Dataset entries
◇ ◇ ◇ ◇

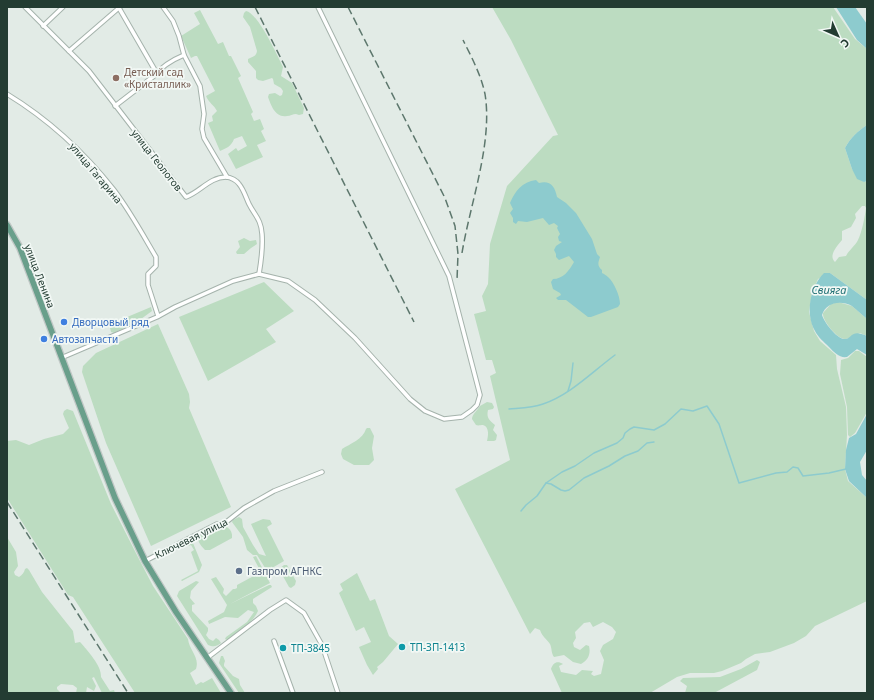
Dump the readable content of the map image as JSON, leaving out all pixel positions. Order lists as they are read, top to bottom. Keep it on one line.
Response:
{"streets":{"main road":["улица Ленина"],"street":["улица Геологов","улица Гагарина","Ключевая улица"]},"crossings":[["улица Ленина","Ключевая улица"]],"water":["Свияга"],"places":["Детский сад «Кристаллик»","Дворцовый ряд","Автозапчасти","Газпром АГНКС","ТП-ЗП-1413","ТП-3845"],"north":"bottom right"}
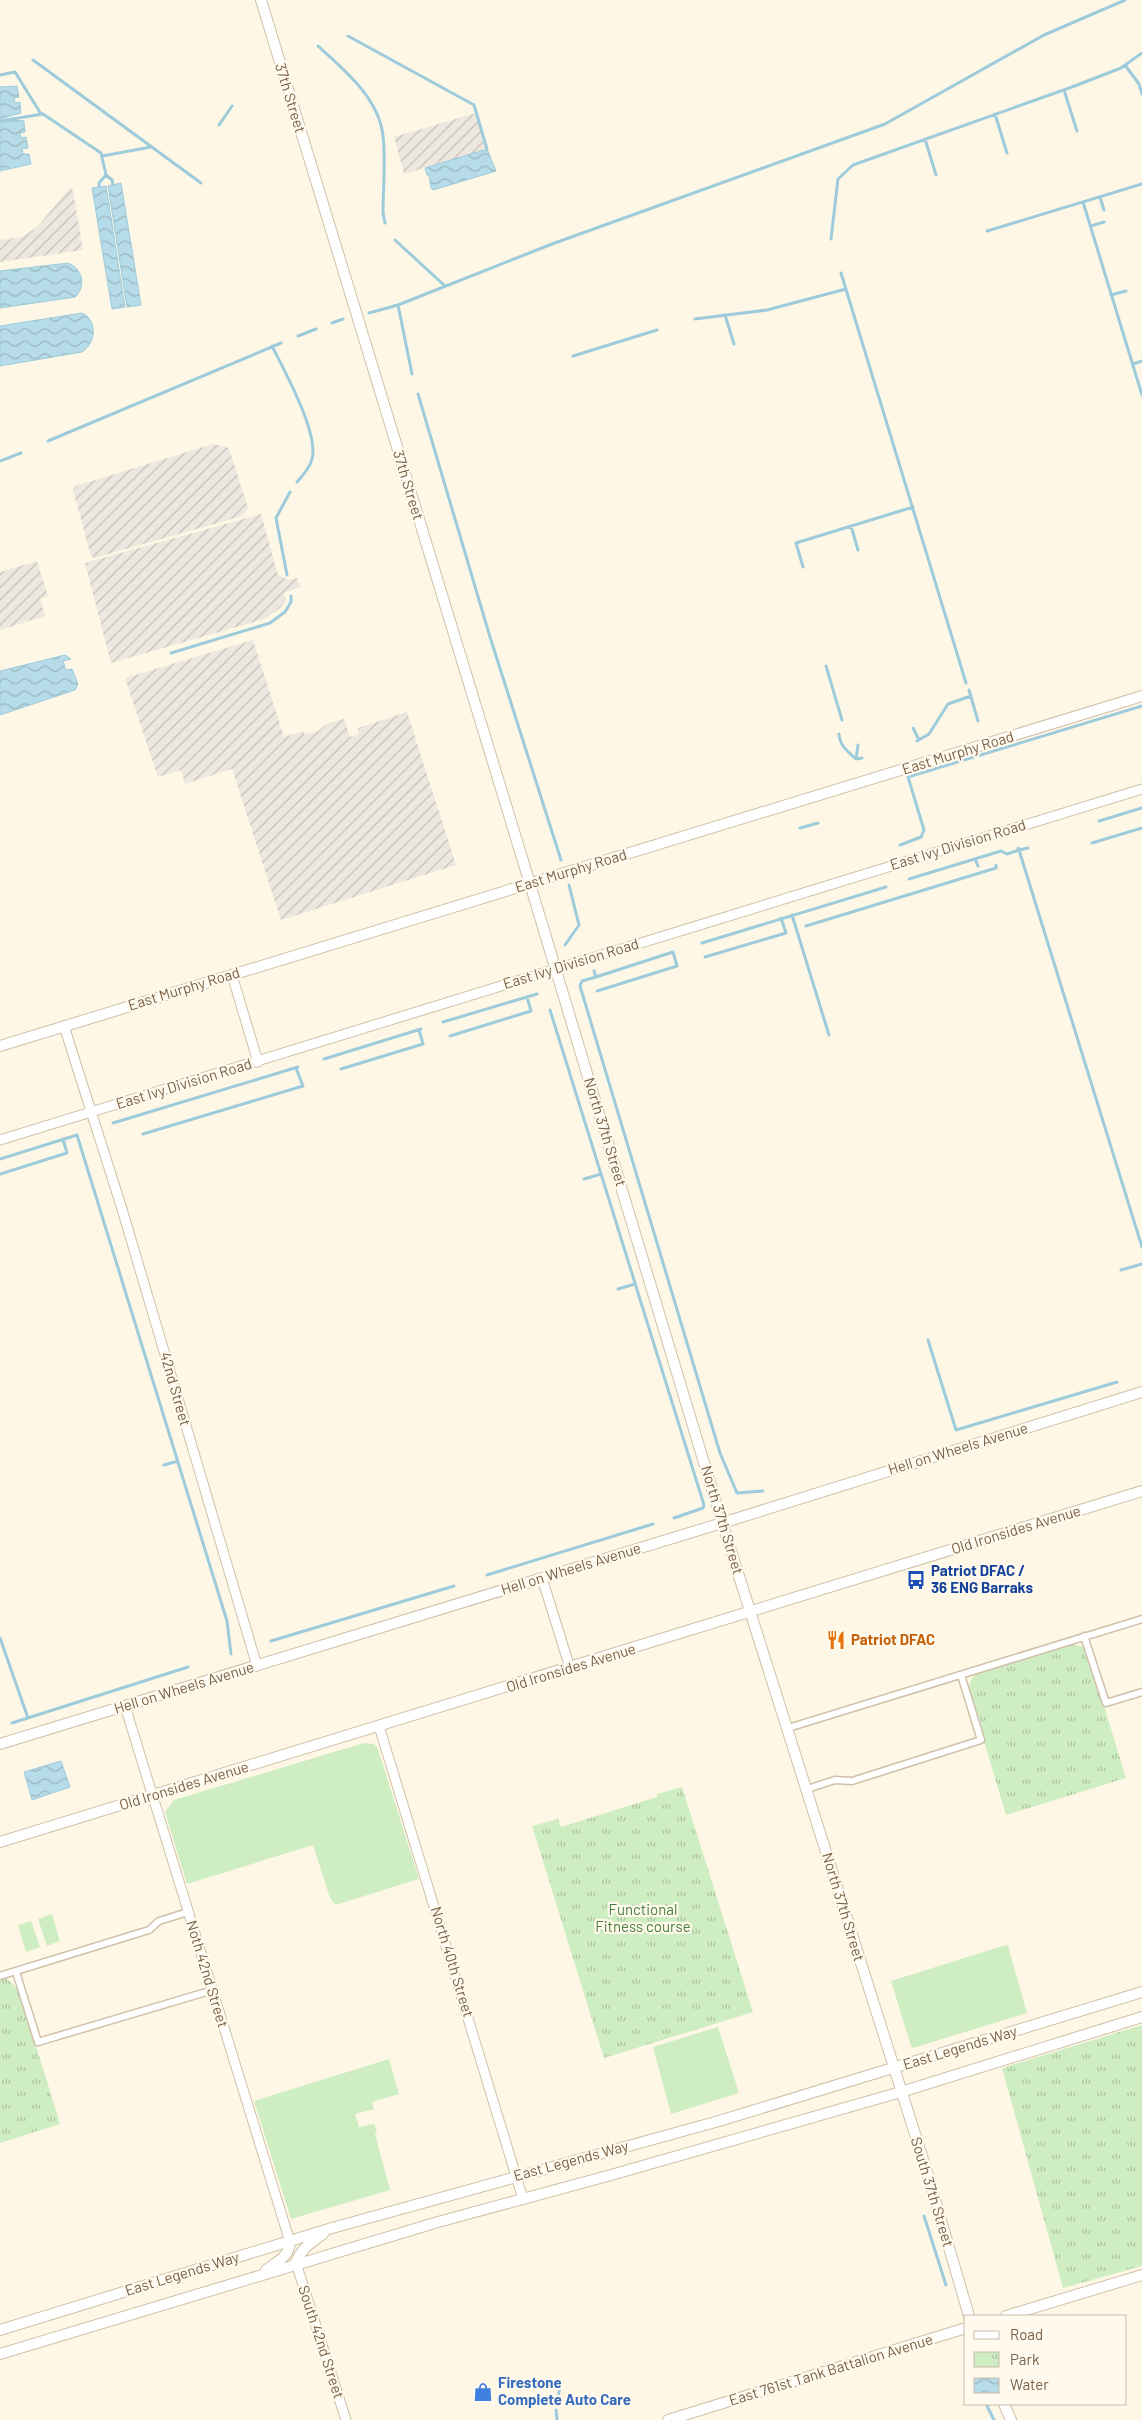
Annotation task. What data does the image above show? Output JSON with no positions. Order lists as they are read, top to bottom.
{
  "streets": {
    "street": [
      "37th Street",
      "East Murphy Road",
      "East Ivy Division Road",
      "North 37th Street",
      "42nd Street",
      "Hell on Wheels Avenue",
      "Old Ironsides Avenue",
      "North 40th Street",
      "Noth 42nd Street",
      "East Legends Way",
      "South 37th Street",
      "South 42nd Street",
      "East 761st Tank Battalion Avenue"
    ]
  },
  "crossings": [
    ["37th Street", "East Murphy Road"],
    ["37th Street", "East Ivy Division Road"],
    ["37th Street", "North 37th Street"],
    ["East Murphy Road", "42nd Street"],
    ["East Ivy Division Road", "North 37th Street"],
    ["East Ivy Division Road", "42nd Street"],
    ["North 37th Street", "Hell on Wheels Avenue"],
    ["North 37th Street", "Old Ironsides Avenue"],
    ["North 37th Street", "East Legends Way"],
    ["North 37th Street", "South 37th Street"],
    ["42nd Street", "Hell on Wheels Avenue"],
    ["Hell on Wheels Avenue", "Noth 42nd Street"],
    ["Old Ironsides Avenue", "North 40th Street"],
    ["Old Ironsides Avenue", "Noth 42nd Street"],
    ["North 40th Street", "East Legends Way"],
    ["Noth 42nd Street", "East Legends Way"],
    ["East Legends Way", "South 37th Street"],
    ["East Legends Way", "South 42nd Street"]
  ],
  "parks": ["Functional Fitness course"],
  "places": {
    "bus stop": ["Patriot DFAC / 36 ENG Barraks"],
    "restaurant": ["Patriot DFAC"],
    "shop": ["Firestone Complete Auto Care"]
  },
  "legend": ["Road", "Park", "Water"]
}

◇ ◇ ◇ ◇

About this task:
Note every line of the entries in which "Noth" appears, and copy it down.

Finished task:
      "Noth 42nd Street",
    ["Hell on Wheels Avenue", "Noth 42nd Street"],
    ["Old Ironsides Avenue", "Noth 42nd Street"],
    ["Noth 42nd Street", "East Legends Way"],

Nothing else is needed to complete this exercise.